● **Task**: The lines to be extracted run from the start of the listing through the line containing "Task: Convert the"; copy them exactly and nothing else.

Segment Start: Entries provided

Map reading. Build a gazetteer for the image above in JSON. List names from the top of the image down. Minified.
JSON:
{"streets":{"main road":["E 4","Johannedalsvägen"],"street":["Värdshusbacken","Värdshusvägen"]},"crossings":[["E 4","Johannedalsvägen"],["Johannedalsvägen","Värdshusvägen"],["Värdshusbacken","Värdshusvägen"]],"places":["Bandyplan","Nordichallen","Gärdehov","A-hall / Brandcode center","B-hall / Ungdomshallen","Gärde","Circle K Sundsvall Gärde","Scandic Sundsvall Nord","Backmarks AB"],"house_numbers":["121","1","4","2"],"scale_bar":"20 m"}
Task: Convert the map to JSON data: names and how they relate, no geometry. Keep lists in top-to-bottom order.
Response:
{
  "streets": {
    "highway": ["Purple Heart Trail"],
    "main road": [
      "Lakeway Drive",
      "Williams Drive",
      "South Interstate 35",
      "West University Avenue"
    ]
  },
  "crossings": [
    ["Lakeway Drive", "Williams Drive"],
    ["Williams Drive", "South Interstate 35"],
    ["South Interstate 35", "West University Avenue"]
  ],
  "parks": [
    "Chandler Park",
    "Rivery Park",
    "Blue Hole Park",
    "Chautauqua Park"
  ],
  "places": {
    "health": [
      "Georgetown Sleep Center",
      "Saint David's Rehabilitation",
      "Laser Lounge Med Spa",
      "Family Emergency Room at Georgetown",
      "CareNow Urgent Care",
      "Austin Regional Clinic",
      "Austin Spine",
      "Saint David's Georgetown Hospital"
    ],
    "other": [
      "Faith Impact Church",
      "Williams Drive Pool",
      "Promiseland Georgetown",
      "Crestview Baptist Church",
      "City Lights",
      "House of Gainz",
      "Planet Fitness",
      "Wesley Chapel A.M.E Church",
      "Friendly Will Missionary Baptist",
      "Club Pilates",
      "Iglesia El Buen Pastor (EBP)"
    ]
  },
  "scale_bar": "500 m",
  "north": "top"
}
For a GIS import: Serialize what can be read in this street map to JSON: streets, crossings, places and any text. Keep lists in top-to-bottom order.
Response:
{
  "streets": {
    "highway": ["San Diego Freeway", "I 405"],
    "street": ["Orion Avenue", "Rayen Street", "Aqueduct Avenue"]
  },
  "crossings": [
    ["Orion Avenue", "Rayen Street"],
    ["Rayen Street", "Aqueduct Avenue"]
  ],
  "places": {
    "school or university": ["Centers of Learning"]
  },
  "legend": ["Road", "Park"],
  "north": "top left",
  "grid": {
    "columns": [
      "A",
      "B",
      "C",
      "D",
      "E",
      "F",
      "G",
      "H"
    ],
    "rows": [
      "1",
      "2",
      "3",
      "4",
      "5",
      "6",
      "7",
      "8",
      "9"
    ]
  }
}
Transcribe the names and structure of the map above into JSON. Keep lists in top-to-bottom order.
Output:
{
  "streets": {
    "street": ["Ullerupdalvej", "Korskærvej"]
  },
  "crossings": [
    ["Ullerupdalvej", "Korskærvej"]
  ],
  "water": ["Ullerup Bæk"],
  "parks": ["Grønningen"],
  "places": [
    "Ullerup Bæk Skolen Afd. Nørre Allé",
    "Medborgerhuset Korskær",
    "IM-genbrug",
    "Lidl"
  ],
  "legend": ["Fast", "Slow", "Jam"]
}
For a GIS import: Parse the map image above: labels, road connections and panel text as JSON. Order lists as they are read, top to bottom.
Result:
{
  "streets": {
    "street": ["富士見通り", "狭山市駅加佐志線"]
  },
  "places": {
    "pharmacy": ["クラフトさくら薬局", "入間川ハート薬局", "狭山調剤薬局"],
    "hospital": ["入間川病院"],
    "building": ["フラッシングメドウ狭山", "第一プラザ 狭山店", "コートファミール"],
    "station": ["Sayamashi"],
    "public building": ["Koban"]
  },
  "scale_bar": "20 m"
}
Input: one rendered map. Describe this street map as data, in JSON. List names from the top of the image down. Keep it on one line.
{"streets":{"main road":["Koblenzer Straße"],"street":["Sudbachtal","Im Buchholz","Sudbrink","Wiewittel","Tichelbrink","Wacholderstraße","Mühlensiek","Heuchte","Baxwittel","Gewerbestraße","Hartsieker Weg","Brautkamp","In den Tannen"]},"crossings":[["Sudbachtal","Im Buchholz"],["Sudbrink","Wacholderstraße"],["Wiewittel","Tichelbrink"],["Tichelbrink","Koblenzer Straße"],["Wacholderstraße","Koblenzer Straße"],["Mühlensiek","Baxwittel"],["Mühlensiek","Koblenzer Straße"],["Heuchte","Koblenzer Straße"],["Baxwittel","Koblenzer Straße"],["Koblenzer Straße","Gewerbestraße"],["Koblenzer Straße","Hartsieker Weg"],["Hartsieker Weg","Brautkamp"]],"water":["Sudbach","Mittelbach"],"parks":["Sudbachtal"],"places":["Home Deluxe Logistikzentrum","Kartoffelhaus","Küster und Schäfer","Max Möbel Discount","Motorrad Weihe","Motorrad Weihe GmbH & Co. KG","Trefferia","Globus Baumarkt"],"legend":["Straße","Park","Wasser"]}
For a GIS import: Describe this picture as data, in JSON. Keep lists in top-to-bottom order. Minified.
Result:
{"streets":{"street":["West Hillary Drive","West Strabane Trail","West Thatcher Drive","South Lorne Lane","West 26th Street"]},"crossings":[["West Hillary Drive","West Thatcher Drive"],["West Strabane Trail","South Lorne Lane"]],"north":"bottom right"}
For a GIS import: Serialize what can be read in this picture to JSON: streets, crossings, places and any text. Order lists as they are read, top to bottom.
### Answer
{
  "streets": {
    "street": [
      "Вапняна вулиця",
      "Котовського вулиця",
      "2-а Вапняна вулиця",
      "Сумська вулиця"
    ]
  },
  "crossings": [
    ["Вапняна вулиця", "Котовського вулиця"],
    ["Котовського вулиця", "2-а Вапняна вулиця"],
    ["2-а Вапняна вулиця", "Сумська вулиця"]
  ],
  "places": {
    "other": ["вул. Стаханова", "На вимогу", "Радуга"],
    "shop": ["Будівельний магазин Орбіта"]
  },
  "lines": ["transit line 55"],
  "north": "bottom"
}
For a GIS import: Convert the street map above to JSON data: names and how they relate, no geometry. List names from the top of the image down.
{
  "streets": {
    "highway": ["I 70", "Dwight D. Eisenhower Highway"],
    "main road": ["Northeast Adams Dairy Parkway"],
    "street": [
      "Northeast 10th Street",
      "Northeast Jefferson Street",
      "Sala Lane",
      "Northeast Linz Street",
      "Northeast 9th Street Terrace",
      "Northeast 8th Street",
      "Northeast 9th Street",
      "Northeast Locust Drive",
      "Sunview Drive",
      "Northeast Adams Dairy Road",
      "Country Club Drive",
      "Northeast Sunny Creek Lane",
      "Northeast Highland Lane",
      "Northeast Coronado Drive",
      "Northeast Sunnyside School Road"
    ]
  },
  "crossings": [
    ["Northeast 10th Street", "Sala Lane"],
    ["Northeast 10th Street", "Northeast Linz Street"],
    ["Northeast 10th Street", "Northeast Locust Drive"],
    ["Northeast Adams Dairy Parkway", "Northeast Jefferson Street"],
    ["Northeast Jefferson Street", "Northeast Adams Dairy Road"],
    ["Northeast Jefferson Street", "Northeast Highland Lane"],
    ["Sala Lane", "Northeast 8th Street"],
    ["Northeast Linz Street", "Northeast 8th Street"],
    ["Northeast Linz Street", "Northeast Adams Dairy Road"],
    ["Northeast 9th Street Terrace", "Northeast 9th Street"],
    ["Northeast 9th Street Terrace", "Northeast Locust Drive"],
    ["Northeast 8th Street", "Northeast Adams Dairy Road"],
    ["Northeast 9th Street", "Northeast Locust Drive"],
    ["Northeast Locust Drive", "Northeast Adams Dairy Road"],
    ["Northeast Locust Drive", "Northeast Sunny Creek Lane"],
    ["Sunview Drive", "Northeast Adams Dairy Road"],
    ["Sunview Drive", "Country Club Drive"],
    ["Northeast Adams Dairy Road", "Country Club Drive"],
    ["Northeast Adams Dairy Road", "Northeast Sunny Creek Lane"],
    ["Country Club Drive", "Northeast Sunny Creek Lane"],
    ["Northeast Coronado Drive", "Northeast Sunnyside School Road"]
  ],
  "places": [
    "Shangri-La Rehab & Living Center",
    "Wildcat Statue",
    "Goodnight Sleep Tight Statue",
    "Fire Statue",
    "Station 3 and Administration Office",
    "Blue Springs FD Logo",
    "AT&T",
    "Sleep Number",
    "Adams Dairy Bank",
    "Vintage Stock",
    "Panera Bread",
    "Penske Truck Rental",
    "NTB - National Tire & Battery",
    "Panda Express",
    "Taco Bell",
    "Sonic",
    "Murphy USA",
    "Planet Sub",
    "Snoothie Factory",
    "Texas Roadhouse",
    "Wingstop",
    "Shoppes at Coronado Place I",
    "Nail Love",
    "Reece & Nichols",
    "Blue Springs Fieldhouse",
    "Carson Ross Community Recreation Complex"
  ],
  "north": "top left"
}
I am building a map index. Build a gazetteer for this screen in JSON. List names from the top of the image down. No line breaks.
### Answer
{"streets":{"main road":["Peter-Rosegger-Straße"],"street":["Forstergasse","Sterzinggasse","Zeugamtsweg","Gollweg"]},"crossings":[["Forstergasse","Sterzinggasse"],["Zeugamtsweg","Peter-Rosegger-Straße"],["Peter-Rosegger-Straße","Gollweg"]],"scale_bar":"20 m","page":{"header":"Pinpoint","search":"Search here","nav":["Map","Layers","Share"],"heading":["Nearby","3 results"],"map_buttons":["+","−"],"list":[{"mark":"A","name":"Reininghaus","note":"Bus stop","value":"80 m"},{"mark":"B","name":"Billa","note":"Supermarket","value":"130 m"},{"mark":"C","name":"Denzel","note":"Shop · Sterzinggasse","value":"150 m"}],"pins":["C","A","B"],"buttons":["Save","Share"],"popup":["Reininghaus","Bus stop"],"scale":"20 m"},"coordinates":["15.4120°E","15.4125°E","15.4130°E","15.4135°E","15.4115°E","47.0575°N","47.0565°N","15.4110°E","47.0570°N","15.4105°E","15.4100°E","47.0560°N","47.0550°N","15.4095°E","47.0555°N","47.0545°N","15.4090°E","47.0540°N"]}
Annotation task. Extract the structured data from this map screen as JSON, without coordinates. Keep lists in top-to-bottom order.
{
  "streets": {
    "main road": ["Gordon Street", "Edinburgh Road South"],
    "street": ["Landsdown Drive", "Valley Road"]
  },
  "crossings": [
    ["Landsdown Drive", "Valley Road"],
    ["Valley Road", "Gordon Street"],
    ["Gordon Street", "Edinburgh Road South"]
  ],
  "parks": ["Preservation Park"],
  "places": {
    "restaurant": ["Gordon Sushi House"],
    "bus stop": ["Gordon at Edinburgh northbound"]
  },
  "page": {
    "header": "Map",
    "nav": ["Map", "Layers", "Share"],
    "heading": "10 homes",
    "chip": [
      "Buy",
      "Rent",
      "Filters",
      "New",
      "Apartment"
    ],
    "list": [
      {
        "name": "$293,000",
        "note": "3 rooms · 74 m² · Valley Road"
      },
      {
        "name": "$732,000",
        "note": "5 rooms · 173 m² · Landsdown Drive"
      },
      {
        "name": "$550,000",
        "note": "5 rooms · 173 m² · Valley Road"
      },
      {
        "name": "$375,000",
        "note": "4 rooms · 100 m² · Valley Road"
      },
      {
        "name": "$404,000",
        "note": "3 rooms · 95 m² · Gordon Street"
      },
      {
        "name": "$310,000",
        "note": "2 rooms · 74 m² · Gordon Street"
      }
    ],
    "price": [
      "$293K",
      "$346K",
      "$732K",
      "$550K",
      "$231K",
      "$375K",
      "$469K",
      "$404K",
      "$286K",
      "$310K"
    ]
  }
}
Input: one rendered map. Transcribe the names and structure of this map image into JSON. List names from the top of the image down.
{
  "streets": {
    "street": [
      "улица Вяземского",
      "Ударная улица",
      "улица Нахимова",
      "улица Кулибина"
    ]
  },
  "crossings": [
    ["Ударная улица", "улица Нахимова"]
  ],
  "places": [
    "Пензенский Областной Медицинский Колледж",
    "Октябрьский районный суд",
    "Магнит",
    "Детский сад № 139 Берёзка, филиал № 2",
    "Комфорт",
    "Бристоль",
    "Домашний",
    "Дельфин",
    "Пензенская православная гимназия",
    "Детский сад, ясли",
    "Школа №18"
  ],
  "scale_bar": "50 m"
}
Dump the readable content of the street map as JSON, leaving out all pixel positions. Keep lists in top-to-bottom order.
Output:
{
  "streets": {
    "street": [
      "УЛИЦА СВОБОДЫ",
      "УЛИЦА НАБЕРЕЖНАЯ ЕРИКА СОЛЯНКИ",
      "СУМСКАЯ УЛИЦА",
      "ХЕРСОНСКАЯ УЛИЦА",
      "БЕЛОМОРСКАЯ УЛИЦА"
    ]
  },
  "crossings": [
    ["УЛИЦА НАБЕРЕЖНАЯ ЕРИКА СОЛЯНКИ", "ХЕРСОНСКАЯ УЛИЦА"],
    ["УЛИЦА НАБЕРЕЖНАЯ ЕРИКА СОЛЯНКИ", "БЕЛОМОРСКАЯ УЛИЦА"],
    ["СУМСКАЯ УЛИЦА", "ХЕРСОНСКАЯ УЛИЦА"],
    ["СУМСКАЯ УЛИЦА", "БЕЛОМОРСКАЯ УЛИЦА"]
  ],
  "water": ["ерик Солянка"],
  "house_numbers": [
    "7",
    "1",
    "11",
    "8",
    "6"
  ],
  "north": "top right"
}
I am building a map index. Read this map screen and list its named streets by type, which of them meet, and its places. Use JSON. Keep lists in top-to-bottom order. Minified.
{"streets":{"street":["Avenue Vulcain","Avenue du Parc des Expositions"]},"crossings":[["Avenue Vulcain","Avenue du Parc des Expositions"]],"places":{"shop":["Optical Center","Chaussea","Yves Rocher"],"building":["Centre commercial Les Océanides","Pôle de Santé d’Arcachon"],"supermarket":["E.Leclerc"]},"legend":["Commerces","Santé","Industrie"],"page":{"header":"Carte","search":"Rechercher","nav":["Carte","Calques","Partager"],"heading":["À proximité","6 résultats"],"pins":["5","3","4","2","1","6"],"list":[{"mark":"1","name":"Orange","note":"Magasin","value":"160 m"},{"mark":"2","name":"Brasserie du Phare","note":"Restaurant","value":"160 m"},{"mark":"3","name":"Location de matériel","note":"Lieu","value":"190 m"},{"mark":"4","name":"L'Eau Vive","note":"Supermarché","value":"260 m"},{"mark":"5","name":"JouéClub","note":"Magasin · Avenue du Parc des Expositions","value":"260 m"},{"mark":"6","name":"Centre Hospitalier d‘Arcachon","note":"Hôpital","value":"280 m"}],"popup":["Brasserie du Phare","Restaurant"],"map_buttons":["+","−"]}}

Segment End: Entries provided

● **Result for this exercise**:
Map reading. Build a gazetteer for the image above in JSON. List names from the top of the image down. Minified.
JSON:
{"streets":{"main road":["E 4","Johannedalsvägen"],"street":["Värdshusbacken","Värdshusvägen"]},"crossings":[["E 4","Johannedalsvägen"],["Johannedalsvägen","Värdshusvägen"],["Värdshusbacken","Värdshusvägen"]],"places":["Bandyplan","Nordichallen","Gärdehov","A-hall / Brandcode center","B-hall / Ungdomshallen","Gärde","Circle K Sundsvall Gärde","Scandic Sundsvall Nord","Backmarks AB"],"house_numbers":["121","1","4","2"],"scale_bar":"20 m"}
Task: Convert the map to JSON data: names and how they relate, no geometry. Keep lists in top-to-bottom order.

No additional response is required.